The PA then continued this procedure alternatingly with the RP and the participant until all the words of the lists LR and LC were presented to the RP and the participant, respectively. After a 1-s pause, at the beginning of the second round of trials (i.e., the first 5-s delay trials), the PA emitted another group attentional cue by saying “Everybody look at me.” During the second round of trials, the PA used procedures similar to those used in the first round, with the exception that a 5-s delay interval followed the PA’s presentation of the words. Likewise, the third round of trials (i.e., the second 5-s delay trials) was performed identically to the second round. Each session concluded (after the third round of trials) by the PA providing non-contingent verbal praise to the participant, such as “You are doing great!” or “Keep up the good work,” while clapping for him (Fig. 2c). The RP also delivered non-contingent praise to the participant by orienting his head toward him and saying “Good job.” Across sessions, the presentation of words was randomized to prevent participants from memorizing the words by order. The experimenter did not intervene in any way since the participant was expected to work independently. The tutoring system addressed the participant and the RP by their names and delivered prompts using language similar to that used in a typical classroom setting.

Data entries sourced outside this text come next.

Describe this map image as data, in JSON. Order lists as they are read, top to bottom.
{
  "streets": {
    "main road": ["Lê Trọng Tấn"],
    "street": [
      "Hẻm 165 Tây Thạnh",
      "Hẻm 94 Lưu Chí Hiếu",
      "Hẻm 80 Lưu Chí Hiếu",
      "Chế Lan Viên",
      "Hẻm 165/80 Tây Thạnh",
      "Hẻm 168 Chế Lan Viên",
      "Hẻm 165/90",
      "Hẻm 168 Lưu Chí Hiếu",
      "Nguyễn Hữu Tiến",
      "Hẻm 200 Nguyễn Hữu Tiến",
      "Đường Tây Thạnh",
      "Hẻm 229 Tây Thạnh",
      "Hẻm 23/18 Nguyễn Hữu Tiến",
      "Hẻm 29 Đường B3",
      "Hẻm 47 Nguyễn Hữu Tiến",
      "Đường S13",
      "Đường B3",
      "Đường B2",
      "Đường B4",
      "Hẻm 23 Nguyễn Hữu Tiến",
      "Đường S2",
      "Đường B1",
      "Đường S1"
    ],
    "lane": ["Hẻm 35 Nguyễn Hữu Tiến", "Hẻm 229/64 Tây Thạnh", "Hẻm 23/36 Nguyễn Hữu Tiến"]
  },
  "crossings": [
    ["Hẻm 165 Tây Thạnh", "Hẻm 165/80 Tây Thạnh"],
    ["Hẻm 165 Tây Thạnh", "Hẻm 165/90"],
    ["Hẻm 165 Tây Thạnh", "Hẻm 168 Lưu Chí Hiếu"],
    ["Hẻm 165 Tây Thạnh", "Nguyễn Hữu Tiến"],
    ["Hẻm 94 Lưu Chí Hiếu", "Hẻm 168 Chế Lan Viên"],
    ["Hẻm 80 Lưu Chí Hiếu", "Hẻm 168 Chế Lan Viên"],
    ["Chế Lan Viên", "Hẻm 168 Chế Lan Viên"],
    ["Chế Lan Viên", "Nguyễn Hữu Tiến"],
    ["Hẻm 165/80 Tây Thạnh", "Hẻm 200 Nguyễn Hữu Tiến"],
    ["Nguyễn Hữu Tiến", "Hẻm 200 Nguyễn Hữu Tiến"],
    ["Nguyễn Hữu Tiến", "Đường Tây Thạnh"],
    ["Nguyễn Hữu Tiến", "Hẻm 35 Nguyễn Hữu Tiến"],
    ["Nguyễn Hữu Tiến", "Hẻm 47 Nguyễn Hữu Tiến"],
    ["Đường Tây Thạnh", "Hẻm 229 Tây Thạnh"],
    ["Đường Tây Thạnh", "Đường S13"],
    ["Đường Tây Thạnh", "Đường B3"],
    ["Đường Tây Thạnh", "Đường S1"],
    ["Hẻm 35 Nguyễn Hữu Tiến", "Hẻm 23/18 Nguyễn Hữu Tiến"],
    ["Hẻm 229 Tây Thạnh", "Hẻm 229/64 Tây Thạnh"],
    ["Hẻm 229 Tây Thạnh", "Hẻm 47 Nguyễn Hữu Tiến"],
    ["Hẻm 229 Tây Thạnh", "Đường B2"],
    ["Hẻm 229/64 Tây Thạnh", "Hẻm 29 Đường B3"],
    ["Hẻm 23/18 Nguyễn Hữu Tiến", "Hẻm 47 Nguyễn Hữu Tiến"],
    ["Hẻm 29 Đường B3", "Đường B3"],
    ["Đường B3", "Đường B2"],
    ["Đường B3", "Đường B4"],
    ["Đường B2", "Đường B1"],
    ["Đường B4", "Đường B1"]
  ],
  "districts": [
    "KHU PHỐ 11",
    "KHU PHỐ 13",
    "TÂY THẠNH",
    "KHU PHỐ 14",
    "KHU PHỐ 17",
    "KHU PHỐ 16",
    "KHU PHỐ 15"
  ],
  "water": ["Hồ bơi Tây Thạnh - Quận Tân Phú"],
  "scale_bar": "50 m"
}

During instructional sessions, the primary experimenter closely observed the interaction and advanced the instructional trials by determining whether the responses were correct. On a remote keyboard, he typed “C” if the response was correct, and, consequently, the PA delivered reinforcement. On the contrary, he typed “F” for an incorrect response. In that scenario, the PA provided corrective feedback. The experimenter’s keystrokes were continuously monitored by the software in order to determine whether to deliver reinforcement or corrective feedback for each word presented. Additionally, the tutoring system had an internal timer to measure the 5-s interval. As soon as the interval was over (when no keystrokes in that period), it automatically scored a “no response” for that specific word, and the PA presented a verbal modeling of the word. With this mechanism, if the student responded prior to the end of the delay interval, the PA immediately reacted by delivering corrective feedback or reinforcement. Only in the case of no response, the PA waited for the entire 5 s. Instructional sessions were 4 min in length.
Post-instruction Probes
When the participant reached criterion on each word set, an assessment phase was conducted across three sessions. Each assessment session was identical to the baseline sessions, where the participant was required to read the presented stimuli and did not receive any word modeling, feedback, or reinforcement from the PA. These probes were repeated after the participant met criterion for each word set.
Follow-up Sessions
An additional maintenance probe was performed 2 months after completion of the last post-assessment session for the third word set. Procedures were identical to that of baseline sessions. Also, a final generalization probe was conducted at the participant’s home and with his parent to test whether the acquired words would transfer outside the experiment room and to different people. This session was similar to the screening session before the experiment began. The parent was instructed to present the words printed on flash cards, one-by-one, and to record correct and incorrect responses without delivering feedback or reinforcement.
Reliability
The first author trained an independent observer (i.e., a graduate research assistant) to collect dependent and independent reliability data using the presentation of simulated scenarios and recordings of a pilot study. The second observer collected dependent variable reliability data on 30% of baseline, instruction, post-instruction evaluation, and maintenance sessions. Inter-observer agreement (IOA) was then calculated using point-by-point comparison between the two observers’ judgements. The number of agreements was divided by the total number of agreements plus disagreements, and then multiplied by 100% (Tawney and Gast 1984). IOA was 100% across all three participants. No IOA data were calculated for the generalization sessions as there were no video recordings available.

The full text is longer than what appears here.